Brandt is a percussionist for a German avant-techno band called Brandt Brauer Frick. Never heard of them, but this is pretty interesting combination of modernist classical and electronic music. As I’ve stated before in these posts, I find a lot of electronic music tiresome and uninteresting, but this works a lot better than most, being grounded in the roots of modern compositional music. Mostly Brandt plays all the notes, the drums, the electronics, and the guitar, with others coming with with cello, trombone, and something called the hang, which looks interesting.
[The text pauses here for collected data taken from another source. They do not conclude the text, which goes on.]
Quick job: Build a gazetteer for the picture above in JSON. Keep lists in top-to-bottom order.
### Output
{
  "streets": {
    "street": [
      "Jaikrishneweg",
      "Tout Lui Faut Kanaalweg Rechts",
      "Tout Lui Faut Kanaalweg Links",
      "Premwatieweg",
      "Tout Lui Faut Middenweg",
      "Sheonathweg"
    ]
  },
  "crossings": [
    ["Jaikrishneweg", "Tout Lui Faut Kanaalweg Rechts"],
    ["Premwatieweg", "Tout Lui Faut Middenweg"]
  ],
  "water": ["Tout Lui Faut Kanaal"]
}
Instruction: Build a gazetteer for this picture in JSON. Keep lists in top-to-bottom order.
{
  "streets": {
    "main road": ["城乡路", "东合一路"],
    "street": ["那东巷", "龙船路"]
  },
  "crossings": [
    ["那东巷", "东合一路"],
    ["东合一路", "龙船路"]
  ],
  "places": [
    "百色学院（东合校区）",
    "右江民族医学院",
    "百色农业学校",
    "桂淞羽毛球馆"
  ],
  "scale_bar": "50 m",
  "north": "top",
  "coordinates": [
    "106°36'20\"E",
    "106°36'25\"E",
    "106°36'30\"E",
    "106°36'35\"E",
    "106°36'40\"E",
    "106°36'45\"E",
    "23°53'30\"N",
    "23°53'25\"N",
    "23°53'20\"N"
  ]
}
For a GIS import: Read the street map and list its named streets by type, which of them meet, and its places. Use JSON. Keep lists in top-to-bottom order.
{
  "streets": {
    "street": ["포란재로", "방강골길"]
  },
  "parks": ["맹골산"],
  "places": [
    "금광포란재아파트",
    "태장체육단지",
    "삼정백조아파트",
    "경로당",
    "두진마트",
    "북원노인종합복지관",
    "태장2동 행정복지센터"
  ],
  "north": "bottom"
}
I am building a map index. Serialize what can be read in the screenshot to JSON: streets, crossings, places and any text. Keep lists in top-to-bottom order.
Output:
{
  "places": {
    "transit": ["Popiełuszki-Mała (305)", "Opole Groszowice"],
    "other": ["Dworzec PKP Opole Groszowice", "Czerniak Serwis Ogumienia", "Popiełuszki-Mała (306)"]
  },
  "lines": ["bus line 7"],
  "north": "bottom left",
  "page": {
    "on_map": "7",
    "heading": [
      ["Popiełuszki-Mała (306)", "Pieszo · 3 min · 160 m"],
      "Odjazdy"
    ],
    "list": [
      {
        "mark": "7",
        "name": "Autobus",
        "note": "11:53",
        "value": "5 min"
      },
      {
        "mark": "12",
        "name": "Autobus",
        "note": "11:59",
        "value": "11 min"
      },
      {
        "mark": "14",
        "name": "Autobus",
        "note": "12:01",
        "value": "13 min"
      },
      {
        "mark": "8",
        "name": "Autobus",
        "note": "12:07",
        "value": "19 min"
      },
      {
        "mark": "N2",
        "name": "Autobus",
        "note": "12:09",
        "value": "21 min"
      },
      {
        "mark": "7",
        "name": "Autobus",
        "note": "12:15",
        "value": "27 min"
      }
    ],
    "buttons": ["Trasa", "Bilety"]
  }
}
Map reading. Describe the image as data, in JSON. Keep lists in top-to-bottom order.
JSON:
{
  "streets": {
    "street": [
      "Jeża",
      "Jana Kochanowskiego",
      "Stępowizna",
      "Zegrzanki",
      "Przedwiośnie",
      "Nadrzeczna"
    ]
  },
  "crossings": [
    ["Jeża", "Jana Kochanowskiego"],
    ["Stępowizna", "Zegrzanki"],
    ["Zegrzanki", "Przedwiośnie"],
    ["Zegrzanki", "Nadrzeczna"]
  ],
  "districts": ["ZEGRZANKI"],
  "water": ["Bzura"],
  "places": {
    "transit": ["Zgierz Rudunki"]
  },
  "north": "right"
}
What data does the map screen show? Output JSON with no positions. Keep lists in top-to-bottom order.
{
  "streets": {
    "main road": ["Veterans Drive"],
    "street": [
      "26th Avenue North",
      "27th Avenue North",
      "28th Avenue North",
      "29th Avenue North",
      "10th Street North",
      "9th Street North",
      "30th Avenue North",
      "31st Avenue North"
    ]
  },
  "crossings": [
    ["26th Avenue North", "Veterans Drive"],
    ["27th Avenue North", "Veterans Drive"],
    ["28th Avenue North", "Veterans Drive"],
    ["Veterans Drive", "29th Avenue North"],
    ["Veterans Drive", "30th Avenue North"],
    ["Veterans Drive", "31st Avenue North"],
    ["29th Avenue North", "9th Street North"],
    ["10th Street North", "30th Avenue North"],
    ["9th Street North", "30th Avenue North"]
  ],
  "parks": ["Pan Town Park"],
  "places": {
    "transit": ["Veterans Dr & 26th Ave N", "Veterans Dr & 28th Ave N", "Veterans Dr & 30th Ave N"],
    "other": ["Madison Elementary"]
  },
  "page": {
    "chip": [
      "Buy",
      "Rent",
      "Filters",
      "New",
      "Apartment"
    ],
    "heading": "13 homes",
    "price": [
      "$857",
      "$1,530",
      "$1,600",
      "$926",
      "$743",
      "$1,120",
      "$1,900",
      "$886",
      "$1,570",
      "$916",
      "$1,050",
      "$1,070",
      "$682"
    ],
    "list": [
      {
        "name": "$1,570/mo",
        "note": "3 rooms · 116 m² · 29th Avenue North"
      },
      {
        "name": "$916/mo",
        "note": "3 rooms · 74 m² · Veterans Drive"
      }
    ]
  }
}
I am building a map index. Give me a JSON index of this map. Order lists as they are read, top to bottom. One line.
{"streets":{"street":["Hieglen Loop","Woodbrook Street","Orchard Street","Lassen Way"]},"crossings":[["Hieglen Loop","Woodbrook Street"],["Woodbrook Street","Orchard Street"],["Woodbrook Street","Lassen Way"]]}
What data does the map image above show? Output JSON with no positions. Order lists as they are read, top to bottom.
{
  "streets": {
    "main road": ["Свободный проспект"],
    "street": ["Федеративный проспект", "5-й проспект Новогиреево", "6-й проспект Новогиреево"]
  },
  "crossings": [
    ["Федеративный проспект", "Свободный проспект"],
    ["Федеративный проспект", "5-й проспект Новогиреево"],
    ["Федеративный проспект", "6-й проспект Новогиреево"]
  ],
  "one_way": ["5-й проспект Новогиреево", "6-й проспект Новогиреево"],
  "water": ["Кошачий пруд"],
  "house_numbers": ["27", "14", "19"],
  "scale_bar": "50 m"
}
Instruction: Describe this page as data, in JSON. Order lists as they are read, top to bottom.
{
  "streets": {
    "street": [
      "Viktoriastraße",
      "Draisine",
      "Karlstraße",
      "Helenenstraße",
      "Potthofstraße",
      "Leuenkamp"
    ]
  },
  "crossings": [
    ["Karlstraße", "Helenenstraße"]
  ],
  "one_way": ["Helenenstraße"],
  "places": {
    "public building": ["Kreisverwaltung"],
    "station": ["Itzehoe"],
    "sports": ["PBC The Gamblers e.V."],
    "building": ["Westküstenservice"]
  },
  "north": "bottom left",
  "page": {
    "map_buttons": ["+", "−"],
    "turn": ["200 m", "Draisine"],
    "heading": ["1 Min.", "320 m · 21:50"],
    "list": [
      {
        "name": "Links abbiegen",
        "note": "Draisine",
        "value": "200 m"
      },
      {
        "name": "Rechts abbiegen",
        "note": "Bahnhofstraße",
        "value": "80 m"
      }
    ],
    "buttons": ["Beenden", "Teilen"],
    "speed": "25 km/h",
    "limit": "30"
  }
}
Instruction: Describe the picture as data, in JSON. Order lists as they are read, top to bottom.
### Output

These slow, repetitive, but never boring compositions slowly build into some pretty worthy music. I don’t know how often I would listen to this, but it’s good music.

B

Matt North, Above Ground Fools

There’s always something pleasing to me about running across a fine songwriter. North lives in Nashville and sometimes I wonder, just how many awesome songwriters are there in Nashville, all trying to make a living? A lot, no doubt. This debut album by a guy who has worked in Nashville for the last 30 years impressed me a good deal. This is something for folks with enough failed relationships, families, and age under their belts to enjoy some downright excellent songs about middle age. Lyrically and musically, there’s more than enough here to appeal to Zevon fans, North also reminded me of people such as Jon Dee Graham and Chuck Prophet. “Cronkite and Cosell” brings a lonely man back to watching TV with his father, “Seventeen Days” is a good rocker about a guy with nothing going on, and “A Good Day in Nashville” is a classic observational song. This is well worth your time.

A-

Albert Ayler Quartet, Copenhagen Live 1964

I haven’t listened to a lot of this year’s archival releases but I am sure glad I heard this. Ayler in 1964 was playing with Don Cherry, Gary Peacock, and the recently passed Sunny Murray. It’s a great document at a moment when the avant-garde was really starting to take off and Ayler was leading the way. I know I mentioned Otis Redding as a great “what if he lived” story but one also has to wonder where Ayler’s career would have gone, especially as the limits of that version of the avant-garde began to crest by 1970. What would Ayler have looked like in the 70s? Would he have found a way to keep it going or would he have moved in a more accessible direction? Or just disappeared? His late albums that tried to venture toward rock suggest further moves in that direction, but who knows with a guy like Ayler. Anyway, the interplay between Ayler and Cherry is especially outstanding here. A great recording.

A

Free Radicals, Outside the Comfort Zone

Free Radicals, a Houston-based jazz-rock collective, sounds like something I would have been super into 20 years ago. I don’t say that in a negative sense. But they sound like people have listened to a lot of Frank Zappa’s early 70s albums. They are pretty outstanding musicians. But does the music add to much? They claim to have a political bent but it’s hard to really hear in the music. Much of it sounds as silly as it does profound and the sometimes meaningless song titles don’t help too much. They switch styles a lot–a Latin jazz song here, a song with African influences there, a straight ahead jazz number over there–but I’m not sure dabbling is really helping here. 23 songs is an awful lot on top of it. It feels like it goes on forever. If you like jazz-rock, you may well appreciate this. Their instrumental chops are very real. Still, I found it a bit too virtuositic and a bit lacking in soul.

B-

As always, this is an open thread for all things music and no things politics.